I’m sooooo here for this. I’ve been an early adopter in the fitness band space. I had a fuelband (several actually as poor quality control required two replacements). I had Fitbit Charges (again several as they kept breaking – and fitbit was gracious enough to replace them no questions asked. That said i never even opened the last one so i have one lying around in-box – if you’re in new york/brooklyn and interested, please inquire).

These devices above worked – they did what they were supposed to which is quantify one’s activity. the particulars of said quantification become more relevant over time – but the actual usefulness of a device that lets you keep track of your activity? Very valuable.

To that end the Apple Watch is over-engineered and not really what I’m looking for. I want something geared to the athlete – not jewelry.

I still have my Samsung Gear Fit – I love the thing. It did/does what it’s supposed to. From dawn to dusk it gives me numbers – and it’s rugged. Hasn’t broken.
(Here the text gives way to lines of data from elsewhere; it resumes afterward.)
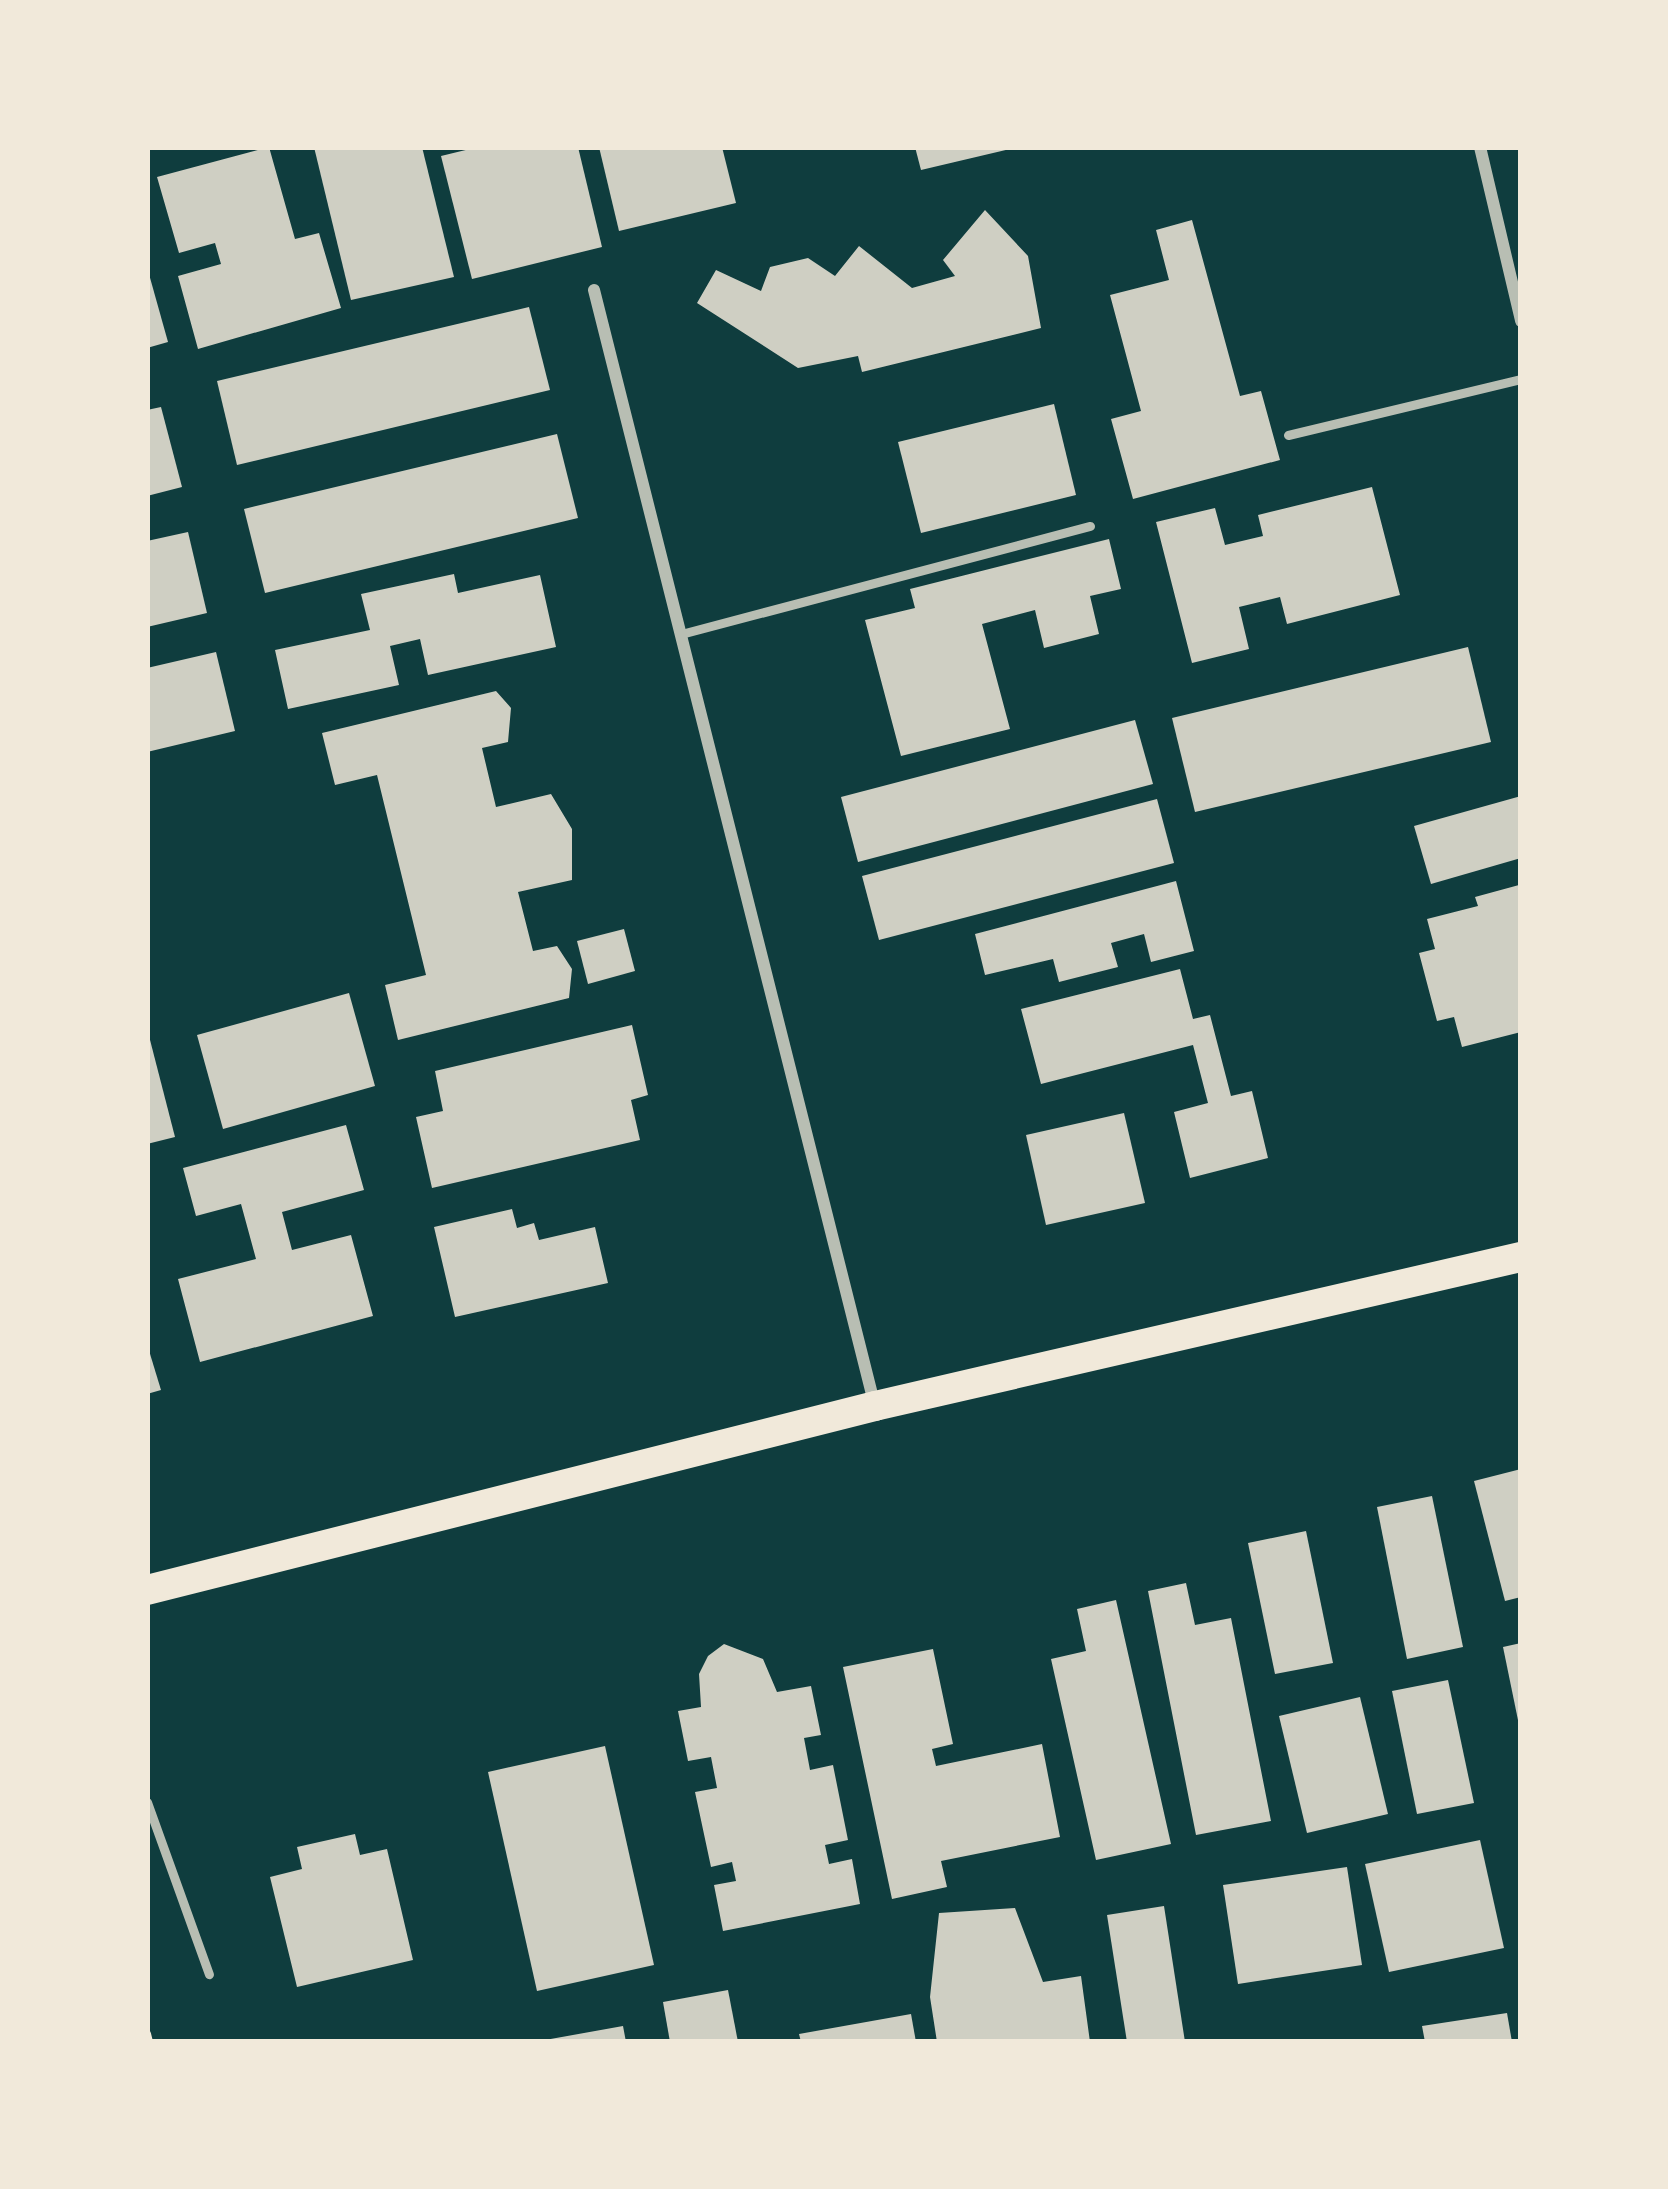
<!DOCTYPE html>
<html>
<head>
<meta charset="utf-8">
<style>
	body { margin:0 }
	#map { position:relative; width:1668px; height:2189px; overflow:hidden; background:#0f3d3e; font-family:Figtree,sans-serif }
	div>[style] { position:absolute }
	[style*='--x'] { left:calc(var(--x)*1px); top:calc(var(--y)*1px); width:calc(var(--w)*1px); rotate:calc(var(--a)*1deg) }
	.building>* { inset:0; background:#cfcfc3 }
	.path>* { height:8px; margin:-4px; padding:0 4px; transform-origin:4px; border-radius:4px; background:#f1e9da }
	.service>* { height:9px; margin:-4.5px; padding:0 4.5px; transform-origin:4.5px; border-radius:4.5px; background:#b8beb3 }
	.minor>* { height:12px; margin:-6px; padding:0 6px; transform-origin:6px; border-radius:6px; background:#b8beb3 }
	.primary>* { height:30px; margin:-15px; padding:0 15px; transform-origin:15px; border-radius:15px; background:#f1e9da }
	span { translate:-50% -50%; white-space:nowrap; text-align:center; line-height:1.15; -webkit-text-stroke:9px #f1e9da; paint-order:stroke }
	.frame { position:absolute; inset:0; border:150px solid #f1e9da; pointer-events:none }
</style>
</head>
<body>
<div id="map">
	<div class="building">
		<div style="clip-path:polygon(269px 147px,295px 239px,319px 233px,341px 308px,198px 349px,178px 276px,221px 264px,215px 243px,179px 253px,157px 177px)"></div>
		<div style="clip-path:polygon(314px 147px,422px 147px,454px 277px,351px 300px)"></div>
		<div style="clip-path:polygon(478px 147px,578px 147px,602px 247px,472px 279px,441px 156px)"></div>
		<div style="clip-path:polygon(599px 147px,722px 147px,736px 203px,619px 231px)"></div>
		<div style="clip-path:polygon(915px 147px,1010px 147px,1010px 149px,921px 170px)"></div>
		<div style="clip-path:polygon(985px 210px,1028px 256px,1041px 328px,862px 372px,858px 356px,798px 368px,697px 303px,716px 270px,761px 291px,770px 267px,808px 258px,835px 276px,859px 246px,912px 288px,955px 276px,943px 260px)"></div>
		<div style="clip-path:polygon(1192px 220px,1240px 396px,1261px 391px,1280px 460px,1133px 499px,1111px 419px,1141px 411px,1110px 295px,1169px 280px,1156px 230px)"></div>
		<div style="clip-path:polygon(147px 267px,168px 342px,147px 348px)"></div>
		<div style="clip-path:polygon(529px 307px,550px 390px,237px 465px,217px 381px)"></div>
		<div style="clip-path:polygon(1054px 404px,1076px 495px,921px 533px,898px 442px)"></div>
		<div style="clip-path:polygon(161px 407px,182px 487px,147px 496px,147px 410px)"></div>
		<div style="clip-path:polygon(557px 434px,578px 518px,265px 593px,244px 509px)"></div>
		<div style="clip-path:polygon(1372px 487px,1400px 595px,1287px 624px,1280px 597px,1239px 607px,1249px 649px,1192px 663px,1156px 522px,1215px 508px,1225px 545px,1263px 536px,1258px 515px)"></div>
		<div style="clip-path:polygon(188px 532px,207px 613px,147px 627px,147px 541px)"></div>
		<div style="clip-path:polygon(1109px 539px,1121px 589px,1090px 596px,1099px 634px,1044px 648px,1035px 610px,982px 624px,1010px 729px,901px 756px,865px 620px,915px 608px,910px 589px)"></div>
		<div style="clip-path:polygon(454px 574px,458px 593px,540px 575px,556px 647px,428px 675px,420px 639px,390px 646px,399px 685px,288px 709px,275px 650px,370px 630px,361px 594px)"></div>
		<div style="clip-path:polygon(1468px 647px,1491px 742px,1195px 812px,1172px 718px)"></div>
		<div style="clip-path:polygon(216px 652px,235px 731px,147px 752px,147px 668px)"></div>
		<div style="clip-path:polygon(496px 691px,511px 708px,508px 742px,482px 748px,496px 807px,551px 794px,572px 829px,572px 880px,518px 892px,533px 951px,557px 946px,572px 969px,569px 998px,398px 1040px,385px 985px,426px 975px,377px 775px,335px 785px,322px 733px)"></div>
		<div style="clip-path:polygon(1135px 720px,1153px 784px,858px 862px,841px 797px)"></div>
		<div style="clip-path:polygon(1521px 796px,1521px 858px,1431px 884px,1414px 826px)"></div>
		<div style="clip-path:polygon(1157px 799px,1174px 863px,879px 940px,862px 876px)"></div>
		<div style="clip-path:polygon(1176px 881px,1194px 951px,1151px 962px,1144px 934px,1111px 943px,1118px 967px,1059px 982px,1053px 959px,985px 975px,975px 934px)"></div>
		<div style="clip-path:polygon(1519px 885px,1521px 1032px,1462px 1047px,1454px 1017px,1437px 1021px,1419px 953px,1435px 949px,1427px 919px,1478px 906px,1475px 897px)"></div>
		<div style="clip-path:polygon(624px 929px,635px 971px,588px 984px,577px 941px)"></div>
		<div style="clip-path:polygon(1180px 969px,1193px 1019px,1210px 1015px,1231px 1096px,1252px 1091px,1268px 1158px,1190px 1178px,1174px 1112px,1208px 1103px,1193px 1045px,1041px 1084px,1021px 1009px)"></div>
		<div style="clip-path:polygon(349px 993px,375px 1086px,223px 1129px,197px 1035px)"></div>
		<div style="clip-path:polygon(632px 1025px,648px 1095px,631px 1100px,640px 1140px,432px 1188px,416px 1117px,443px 1111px,435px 1071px)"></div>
		<div style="clip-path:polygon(149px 1036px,175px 1137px,147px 1144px,147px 1037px)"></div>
		<div style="clip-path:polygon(1124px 1113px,1145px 1203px,1046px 1225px,1026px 1135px)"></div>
		<div style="clip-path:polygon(346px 1125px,364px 1190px,282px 1212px,292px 1250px,351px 1235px,373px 1316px,200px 1362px,178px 1279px,256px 1259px,241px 1204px,196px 1216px,183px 1168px)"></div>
		<div style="clip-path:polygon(512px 1209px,517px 1228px,534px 1223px,539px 1240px,595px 1227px,608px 1283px,455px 1317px,434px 1227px)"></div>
		<div style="clip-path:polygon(147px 1344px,161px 1390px,147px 1394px)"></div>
		<div style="clip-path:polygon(1521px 1469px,1521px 1597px,1505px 1601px,1474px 1481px)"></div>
		<div style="clip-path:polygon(1432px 1496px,1463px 1647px,1407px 1659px,1377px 1507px)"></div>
		<div style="clip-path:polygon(1306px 1531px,1333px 1663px,1275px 1674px,1248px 1543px)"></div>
		<div style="clip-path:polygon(1186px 1583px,1195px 1625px,1231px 1618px,1271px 1821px,1196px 1835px,1148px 1591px)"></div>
		<div style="clip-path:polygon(1116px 1600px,1171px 1844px,1096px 1860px,1051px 1659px,1086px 1651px,1077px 1609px)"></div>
		<div style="clip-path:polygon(1521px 1643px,1521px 1725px,1519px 1725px,1503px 1647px)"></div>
		<div style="clip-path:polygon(724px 1644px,763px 1659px,777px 1692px,811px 1686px,821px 1735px,804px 1738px,810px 1770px,833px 1765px,848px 1840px,825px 1845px,829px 1864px,852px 1859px,860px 1904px,723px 1931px,714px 1885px,736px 1881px,732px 1862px,711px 1867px,695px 1792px,717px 1788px,711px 1757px,688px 1761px,678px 1711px,701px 1707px,699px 1674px,708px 1656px)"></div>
		<div style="clip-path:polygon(933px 1649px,953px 1744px,932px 1749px,936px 1766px,1042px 1744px,1060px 1837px,941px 1861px,947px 1887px,892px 1899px,843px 1667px)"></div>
		<div style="clip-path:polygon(1448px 1680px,1474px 1803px,1417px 1814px,1392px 1691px)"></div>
		<div style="clip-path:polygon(1360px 1697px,1388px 1814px,1307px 1833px,1279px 1716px)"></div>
		<div style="clip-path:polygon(605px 1746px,654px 1965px,537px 1991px,488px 1772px)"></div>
		<div style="clip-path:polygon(355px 1834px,360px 1855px,387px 1849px,413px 1960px,297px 1987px,270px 1877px,302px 1869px,297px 1847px)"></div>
		<div style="clip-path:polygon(1480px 1840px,1504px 1948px,1389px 1972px,1365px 1864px)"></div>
		<div style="clip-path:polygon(1347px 1867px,1362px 1965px,1238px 1984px,1223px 1885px)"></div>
		<div style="clip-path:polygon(1164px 1906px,1185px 2042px,1127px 2042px,1107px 1915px)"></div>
		<div style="clip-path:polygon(1015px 1908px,1043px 1982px,1081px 1976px,1090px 2042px,937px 2042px,930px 1997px,939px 1913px)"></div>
		<div style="clip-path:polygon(728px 1990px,738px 2042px,670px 2042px,663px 2002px)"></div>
		<div style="clip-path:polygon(1507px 2013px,1512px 2042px,1425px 2042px,1422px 2026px)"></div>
		<div style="clip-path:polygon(911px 2014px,916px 2042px,801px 2042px,799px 2034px)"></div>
		<div style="clip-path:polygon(623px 2026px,626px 2042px,545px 2042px,545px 2040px)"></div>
	</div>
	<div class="path">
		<div style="--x:147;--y:2034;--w:8;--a:76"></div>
	</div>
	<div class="service">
		<div style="--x:1288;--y:435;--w:240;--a:-13.5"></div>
		<div style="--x:681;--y:634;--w:423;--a:-14.8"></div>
		<div style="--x:147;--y:1802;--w:183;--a:70.2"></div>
	</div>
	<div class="minor">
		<div style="--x:1480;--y:147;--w:179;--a:76.7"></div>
		<div style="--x:594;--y:290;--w:1151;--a:75.87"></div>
	</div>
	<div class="primary">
		<div style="--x:147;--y:1590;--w:751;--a:-14.18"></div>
		<div style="--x:875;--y:1406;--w:663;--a:-12.99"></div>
	</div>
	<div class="frame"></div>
</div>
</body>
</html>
for a while I thought they’d given up on the product. I’m super excited about the remix. I’m underwhelmed with the decision to limit platforms – and they BETTER have a desktop app FFS. But I WILL get it.


Honestly, all I want out of this, or the Pebble Core, is Audiobook functionality. Spotify isn’t going to cut it for most people. Many will want a music player to load and listen to their own music/playlists, and some will want to listen to audiobooks. Music is fun, but going for a nice jog and listening to an engaging audiobook is the highlight of my day.

If I can listen to audiobooks on Audible, and the GPS is accurate, it’s a day one purchase. If the heart rate is near accurate as well, that’s just gravy, but these types of optical heart rate monitors have never been very good, especially while running. I don’t know what the limitation is right now, but one day I’d love to find one that can replace a chest strap.

The core is supposed to be pretty hackable, so I think with enough enthusiasm that Audiobooks and podcasts could be a thing.